Holders may convert their 2027 Convertible Notes at their option only in the following circumstances: (1) during any calendar quarter commencing after the calendar quarter ending on June 30, 2021, if the last reported sale price per share of common stock exceeds 130% of the conversion price for each of at least 20 trading days during the 30 consecutive trading days ending on, and including, the last trading day of the immediately preceding calendar quarter; (2) during the five consecutive business days immediately after any five consecutive trading day period (such five consecutive trading day period, the “measurement period”) in which the trading price per $1,000 principal amount of notes for each trading day of the measurement period was less than 98% of the product of the last reported sale price per share of our common stock on such trading day and the conversion rate on such trading day; (3) upon the occurrence of certain corporate events or distributions on our common stock, as described in the offering memorandum for the 2027 Convertible Notes; (4) if we call such notes for redemption; and (5) at any time from, and including, September 1, 2026 until the close of business on the scheduled trading day immediately before the maturity date. As of September 30, 2024, the 2027 Convertible Notes were not convertible.

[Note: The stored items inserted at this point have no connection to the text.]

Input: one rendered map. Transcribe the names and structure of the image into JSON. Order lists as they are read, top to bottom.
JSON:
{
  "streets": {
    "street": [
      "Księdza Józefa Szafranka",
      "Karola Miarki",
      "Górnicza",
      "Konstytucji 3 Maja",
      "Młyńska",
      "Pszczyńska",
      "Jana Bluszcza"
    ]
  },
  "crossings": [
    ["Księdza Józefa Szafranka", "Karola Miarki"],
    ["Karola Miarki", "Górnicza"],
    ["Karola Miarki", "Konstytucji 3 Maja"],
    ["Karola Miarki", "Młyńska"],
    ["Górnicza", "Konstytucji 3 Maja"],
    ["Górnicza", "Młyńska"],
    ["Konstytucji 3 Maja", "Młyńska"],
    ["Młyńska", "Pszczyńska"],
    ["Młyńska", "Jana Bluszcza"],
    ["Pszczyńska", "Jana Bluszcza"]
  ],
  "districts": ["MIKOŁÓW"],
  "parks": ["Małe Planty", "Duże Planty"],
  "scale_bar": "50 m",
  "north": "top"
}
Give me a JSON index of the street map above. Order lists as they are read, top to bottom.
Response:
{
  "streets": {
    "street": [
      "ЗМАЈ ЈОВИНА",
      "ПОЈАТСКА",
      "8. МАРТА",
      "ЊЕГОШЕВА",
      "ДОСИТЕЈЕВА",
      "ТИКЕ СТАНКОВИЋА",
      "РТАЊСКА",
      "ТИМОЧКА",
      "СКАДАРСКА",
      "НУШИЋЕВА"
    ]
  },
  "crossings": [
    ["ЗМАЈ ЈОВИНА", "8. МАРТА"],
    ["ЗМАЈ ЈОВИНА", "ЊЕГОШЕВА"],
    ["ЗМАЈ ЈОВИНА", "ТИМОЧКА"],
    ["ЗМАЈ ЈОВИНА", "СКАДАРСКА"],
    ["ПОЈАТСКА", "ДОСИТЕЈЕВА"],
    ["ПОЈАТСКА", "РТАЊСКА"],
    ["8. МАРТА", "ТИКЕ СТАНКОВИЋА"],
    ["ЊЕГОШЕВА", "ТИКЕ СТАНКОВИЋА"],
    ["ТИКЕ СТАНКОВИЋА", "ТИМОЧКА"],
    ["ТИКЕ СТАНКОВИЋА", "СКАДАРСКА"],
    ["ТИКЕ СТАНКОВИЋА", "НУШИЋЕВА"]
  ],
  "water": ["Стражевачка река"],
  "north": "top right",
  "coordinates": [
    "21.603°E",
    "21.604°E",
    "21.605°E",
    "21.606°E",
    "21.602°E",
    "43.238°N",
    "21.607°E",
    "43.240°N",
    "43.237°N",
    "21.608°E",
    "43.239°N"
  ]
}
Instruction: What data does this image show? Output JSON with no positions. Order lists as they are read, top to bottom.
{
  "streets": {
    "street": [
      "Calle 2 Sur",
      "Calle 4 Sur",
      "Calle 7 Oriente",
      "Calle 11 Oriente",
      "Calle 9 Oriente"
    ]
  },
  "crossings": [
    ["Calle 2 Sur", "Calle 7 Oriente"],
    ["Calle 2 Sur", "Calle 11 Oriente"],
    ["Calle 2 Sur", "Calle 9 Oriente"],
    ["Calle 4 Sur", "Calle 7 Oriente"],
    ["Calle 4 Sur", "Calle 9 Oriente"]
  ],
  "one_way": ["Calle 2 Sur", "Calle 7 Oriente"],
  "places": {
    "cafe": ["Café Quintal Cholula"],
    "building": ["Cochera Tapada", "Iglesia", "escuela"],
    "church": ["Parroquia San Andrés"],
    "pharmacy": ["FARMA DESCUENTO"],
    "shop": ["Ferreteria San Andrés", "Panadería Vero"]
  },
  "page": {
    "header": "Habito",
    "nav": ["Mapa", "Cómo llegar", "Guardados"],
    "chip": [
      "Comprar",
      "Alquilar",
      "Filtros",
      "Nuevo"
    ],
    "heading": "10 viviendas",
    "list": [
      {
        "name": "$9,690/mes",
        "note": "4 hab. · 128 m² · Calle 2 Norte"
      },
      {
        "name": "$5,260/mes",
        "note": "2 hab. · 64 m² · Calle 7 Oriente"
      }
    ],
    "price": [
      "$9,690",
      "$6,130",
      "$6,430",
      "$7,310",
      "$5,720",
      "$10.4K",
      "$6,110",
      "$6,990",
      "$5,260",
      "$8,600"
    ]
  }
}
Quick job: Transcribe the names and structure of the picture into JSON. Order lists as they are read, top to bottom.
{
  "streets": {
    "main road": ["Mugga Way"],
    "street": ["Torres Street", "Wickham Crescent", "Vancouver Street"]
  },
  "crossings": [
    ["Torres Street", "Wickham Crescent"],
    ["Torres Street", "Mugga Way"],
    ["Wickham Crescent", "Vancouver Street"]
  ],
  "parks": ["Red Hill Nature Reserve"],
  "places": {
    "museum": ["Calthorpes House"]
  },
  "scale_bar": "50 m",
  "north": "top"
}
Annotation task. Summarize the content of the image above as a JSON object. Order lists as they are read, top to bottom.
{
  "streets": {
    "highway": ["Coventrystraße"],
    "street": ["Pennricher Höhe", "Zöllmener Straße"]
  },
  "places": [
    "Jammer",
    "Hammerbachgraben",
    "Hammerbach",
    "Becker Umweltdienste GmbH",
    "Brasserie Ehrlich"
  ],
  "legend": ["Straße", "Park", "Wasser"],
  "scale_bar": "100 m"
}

Upon conversion, we will pay cash for the settlement of principal, and for the premium, if applicable, we will pay cash, deliver shares of common stock or a combination of cash and shares of common stock, at our election. The initial conversion rate for the 2027 Convertible Notes is 12.9576 shares of common stock per $1,000 in principal amount of 2027 Convertible Notes, equivalent to a conversion price of approximately $77.17 per share of our common stock. The conversion rate is subject to adjustment.
1.25% Convertible Notes due 2024
In November 2019, we completed the sale of $460.0 million in aggregate principal amount of 1.25% Convertible Senior Notes due 2024 (the “2024 Convertible Notes”). The net proceeds in connection with the issuance of the 2024 Convertible Notes, after deducting the initial purchasers’ fee of $12.7 million, was approximately $447.3 million. We also incurred debt issuance cost totaling $0.3 million. Debt issuance costs and the initial purchasers’ fee were presented as a debt discount.
In January 2021, we notified the note holders of our irrevocable election to settle the principal of the 2024 Convertible Notes in cash and for the premium, to deliver shares of common stock. The conversion rate for the 2024 Convertible Notes was 41.9208 shares of common stock per $1,000 in principal amount of 2024 Convertible Notes, equivalent to a conversion price of approximately $23.85 per share of our common stock. The conversion rate was subject to adjustment.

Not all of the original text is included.